◆ **What to do**
Copy each line of the data beneath in which the word "tabs" appears.
=-=-=
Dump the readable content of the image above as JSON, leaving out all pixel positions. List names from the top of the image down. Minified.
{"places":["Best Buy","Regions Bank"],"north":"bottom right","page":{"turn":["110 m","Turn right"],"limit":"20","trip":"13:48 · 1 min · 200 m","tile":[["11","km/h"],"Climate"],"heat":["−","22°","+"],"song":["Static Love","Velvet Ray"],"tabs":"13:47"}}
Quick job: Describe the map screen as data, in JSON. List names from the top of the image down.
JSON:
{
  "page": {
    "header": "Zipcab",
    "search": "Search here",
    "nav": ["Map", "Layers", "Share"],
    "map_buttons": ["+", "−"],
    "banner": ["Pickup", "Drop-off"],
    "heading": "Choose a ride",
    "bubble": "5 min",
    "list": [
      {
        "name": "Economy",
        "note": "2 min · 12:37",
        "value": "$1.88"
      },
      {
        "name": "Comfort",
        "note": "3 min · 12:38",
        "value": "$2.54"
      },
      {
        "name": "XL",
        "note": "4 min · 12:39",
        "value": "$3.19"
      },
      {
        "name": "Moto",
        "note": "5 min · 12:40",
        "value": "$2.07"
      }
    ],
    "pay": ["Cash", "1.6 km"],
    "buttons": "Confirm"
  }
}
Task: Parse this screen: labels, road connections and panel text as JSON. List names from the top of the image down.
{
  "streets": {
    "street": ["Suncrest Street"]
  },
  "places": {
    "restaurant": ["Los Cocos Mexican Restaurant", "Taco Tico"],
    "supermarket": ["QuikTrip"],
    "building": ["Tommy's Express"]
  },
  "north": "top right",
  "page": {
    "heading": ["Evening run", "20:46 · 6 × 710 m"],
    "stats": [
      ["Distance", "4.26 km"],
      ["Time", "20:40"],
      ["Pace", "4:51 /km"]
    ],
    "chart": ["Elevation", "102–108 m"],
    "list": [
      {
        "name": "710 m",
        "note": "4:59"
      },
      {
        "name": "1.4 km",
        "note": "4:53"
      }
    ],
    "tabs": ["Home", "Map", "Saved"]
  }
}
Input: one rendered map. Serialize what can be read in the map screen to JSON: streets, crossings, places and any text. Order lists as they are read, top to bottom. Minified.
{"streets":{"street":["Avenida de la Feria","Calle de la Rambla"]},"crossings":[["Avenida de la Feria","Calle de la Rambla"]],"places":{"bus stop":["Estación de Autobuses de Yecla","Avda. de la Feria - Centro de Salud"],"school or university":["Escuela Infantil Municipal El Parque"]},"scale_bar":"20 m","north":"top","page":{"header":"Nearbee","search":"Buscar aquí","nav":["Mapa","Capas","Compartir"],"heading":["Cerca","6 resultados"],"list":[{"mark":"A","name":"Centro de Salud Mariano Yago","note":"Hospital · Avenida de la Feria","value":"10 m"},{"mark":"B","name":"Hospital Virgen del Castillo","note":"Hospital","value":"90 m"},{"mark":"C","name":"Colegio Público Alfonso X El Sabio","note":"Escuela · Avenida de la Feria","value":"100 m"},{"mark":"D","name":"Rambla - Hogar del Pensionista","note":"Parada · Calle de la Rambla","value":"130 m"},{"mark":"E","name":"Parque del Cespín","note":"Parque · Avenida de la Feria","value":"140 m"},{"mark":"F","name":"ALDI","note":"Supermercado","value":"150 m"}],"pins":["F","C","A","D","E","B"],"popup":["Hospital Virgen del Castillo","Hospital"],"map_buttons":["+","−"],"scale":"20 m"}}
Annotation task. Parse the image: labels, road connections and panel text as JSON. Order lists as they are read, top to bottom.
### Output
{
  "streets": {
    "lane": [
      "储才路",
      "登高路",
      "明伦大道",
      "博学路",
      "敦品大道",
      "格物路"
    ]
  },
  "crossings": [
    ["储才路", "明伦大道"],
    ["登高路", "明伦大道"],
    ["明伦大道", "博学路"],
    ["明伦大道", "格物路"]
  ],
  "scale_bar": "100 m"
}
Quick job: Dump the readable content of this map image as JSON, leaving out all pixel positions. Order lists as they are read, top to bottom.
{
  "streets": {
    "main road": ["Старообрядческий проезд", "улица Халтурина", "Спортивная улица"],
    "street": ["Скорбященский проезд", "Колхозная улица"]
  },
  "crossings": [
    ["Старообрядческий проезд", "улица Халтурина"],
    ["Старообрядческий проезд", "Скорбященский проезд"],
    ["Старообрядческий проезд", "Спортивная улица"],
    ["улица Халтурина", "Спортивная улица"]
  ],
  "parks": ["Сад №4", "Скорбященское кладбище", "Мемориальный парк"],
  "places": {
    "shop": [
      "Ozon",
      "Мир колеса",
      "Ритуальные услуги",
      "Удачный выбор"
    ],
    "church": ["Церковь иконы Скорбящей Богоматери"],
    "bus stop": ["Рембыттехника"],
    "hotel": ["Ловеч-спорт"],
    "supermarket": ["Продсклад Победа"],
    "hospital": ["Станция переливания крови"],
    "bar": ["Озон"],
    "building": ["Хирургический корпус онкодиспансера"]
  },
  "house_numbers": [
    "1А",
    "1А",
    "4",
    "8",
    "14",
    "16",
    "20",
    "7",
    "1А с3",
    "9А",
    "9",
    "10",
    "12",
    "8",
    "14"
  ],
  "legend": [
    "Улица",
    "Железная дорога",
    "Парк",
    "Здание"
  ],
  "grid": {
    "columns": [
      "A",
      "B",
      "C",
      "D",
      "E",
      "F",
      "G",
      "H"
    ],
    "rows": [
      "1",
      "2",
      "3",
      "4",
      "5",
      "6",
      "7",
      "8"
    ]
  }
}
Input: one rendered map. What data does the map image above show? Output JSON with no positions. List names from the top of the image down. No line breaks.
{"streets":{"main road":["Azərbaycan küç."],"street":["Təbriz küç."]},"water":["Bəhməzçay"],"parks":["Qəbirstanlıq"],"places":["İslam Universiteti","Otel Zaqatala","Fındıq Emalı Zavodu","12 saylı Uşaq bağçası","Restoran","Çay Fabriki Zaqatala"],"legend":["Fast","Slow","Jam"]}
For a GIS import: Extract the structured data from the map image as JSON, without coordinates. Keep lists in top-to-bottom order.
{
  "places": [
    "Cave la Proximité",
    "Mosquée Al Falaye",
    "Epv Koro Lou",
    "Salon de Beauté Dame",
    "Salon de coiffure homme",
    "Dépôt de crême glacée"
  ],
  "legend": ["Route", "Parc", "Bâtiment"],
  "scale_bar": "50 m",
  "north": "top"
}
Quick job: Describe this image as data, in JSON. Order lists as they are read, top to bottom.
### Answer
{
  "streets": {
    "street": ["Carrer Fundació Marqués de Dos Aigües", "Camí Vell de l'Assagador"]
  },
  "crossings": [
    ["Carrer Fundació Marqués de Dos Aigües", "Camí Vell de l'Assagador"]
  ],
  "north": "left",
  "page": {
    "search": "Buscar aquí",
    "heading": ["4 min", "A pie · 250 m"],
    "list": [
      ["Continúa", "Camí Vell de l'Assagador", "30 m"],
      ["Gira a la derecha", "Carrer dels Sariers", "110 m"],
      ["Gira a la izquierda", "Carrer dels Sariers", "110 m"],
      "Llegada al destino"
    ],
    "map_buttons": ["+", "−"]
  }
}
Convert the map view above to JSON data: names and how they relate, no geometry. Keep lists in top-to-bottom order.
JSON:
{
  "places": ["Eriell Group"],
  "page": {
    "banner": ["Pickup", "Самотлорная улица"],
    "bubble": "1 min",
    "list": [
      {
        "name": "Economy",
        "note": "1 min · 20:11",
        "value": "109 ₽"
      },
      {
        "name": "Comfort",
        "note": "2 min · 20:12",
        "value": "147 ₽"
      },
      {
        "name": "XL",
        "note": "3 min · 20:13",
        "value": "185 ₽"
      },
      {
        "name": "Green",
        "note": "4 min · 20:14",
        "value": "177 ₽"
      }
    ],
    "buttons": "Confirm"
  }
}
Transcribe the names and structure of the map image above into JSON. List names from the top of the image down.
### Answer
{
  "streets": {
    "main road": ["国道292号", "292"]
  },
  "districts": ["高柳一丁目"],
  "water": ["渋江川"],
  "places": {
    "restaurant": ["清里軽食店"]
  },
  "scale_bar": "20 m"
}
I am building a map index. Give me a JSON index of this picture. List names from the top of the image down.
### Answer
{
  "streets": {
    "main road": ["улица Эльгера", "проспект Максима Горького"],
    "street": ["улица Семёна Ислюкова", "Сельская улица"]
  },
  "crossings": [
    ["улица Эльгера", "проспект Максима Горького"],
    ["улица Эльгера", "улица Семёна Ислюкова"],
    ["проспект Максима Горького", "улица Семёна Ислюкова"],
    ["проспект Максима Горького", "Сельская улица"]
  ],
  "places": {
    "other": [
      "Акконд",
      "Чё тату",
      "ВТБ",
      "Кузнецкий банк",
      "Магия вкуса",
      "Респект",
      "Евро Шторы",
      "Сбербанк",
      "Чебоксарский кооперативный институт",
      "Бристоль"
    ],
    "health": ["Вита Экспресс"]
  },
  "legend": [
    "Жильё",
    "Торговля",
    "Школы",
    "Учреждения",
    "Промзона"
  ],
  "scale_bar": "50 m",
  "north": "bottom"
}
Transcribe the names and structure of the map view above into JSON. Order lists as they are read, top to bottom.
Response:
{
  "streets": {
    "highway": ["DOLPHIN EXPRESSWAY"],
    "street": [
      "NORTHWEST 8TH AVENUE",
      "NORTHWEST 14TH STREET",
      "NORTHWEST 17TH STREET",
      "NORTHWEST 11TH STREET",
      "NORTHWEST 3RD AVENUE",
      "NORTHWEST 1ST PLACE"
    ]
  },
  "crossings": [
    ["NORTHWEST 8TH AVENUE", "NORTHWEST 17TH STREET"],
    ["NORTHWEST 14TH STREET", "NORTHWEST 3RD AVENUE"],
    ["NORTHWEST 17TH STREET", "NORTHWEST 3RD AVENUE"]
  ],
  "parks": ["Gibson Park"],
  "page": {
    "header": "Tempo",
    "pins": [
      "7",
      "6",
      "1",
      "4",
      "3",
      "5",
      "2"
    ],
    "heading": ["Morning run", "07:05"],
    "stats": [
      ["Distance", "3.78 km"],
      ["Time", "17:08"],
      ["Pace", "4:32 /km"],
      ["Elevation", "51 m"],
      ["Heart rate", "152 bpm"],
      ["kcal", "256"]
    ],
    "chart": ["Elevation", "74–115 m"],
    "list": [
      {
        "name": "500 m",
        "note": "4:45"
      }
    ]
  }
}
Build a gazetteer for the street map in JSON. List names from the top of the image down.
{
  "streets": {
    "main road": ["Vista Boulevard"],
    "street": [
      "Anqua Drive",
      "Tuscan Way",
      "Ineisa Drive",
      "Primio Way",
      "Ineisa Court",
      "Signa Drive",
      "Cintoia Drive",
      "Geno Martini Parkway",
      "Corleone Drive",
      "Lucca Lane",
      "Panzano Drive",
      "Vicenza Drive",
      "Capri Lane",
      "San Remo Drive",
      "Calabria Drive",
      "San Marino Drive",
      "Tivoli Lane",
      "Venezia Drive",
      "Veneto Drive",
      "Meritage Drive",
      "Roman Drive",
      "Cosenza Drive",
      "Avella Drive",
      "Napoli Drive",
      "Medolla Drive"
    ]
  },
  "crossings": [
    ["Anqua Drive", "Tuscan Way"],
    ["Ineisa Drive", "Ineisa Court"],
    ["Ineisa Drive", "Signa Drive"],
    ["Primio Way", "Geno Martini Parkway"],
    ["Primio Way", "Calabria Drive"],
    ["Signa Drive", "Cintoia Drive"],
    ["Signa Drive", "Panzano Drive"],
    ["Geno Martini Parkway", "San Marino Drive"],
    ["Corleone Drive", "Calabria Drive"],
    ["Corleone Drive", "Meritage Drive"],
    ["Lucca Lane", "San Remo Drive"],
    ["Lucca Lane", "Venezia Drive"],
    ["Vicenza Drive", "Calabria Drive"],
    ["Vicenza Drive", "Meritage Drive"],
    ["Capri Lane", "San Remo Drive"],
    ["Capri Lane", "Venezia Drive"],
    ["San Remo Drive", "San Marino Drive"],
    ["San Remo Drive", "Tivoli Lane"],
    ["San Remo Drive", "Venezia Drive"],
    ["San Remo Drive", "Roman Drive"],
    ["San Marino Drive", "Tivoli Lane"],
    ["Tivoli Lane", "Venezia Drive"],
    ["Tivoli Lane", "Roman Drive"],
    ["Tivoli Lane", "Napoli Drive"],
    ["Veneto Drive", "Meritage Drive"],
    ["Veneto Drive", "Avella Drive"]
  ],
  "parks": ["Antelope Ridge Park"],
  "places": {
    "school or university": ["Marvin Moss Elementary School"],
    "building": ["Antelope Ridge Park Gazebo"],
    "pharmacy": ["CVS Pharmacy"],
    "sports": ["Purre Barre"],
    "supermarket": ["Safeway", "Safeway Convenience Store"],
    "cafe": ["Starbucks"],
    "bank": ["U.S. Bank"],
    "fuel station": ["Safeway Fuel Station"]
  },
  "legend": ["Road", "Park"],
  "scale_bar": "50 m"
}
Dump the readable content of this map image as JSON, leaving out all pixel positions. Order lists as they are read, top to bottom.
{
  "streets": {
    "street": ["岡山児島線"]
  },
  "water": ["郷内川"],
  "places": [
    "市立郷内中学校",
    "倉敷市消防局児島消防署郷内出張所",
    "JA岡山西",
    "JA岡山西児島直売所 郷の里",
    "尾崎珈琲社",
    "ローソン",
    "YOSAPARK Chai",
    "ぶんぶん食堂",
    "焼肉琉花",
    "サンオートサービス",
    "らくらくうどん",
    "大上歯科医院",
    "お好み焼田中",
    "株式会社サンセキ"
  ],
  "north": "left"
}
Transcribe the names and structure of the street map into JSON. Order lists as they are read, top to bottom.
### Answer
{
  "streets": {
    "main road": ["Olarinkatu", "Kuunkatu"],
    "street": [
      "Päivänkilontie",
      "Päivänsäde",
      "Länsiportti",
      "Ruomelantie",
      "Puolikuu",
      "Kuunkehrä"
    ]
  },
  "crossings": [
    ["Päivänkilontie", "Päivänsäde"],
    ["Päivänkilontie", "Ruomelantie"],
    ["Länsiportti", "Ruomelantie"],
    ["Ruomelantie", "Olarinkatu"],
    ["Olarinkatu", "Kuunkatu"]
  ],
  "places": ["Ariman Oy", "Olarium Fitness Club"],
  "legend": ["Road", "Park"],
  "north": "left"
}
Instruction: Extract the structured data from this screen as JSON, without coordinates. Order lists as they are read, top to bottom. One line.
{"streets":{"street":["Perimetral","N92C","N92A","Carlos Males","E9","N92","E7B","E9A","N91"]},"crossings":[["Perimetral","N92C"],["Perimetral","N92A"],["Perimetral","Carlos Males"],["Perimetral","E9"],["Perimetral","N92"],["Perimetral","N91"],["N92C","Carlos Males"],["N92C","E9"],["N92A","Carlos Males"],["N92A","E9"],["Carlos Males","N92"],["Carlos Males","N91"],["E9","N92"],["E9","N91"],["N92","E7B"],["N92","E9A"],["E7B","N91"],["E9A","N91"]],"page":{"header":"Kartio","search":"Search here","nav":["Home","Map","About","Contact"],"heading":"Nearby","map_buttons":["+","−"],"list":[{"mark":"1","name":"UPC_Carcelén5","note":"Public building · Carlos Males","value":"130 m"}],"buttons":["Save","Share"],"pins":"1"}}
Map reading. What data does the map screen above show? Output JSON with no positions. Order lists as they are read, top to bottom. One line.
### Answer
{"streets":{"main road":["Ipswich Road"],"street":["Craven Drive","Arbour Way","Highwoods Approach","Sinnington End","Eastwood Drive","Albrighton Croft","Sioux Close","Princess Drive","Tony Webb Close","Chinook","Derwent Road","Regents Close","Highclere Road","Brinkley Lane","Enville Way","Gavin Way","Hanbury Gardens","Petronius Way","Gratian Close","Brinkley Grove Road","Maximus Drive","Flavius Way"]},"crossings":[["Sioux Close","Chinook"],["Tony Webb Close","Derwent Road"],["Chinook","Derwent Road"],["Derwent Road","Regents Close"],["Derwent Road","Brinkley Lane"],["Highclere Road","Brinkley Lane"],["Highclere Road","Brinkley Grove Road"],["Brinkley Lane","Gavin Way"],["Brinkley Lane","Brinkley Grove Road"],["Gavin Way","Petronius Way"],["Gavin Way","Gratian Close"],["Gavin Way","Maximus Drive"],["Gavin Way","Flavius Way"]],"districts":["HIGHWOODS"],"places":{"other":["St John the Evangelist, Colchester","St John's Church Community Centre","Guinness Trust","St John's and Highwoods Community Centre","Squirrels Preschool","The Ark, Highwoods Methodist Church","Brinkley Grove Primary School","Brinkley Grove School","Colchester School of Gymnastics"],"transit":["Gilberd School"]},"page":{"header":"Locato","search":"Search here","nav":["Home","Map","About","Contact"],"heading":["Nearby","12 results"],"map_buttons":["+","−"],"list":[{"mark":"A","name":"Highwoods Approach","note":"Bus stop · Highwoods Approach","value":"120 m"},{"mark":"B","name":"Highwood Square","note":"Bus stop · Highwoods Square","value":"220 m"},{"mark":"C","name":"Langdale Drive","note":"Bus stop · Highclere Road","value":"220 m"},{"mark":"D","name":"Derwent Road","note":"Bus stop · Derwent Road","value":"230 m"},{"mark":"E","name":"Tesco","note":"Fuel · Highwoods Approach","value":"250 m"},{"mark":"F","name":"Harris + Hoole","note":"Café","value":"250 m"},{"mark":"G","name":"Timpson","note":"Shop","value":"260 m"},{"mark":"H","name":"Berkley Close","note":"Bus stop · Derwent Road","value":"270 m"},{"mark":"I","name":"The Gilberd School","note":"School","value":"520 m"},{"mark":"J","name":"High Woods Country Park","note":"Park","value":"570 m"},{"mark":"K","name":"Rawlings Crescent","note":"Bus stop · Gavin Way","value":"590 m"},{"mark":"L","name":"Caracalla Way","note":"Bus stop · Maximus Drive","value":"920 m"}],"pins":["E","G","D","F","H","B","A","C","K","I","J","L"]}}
=-=-=
◆ **Response to the exercise**
{"places":["Best Buy","Regions Bank"],"north":"bottom right","page":{"turn":["110 m","Turn right"],"limit":"20","trip":"13:48 · 1 min · 200 m","tile":[["11","km/h"],"Climate"],"heat":["−","22°","+"],"song":["Static Love","Velvet Ray"],"tabs":"13:47"}}
    "tabs": ["Home", "Map", "Saved"]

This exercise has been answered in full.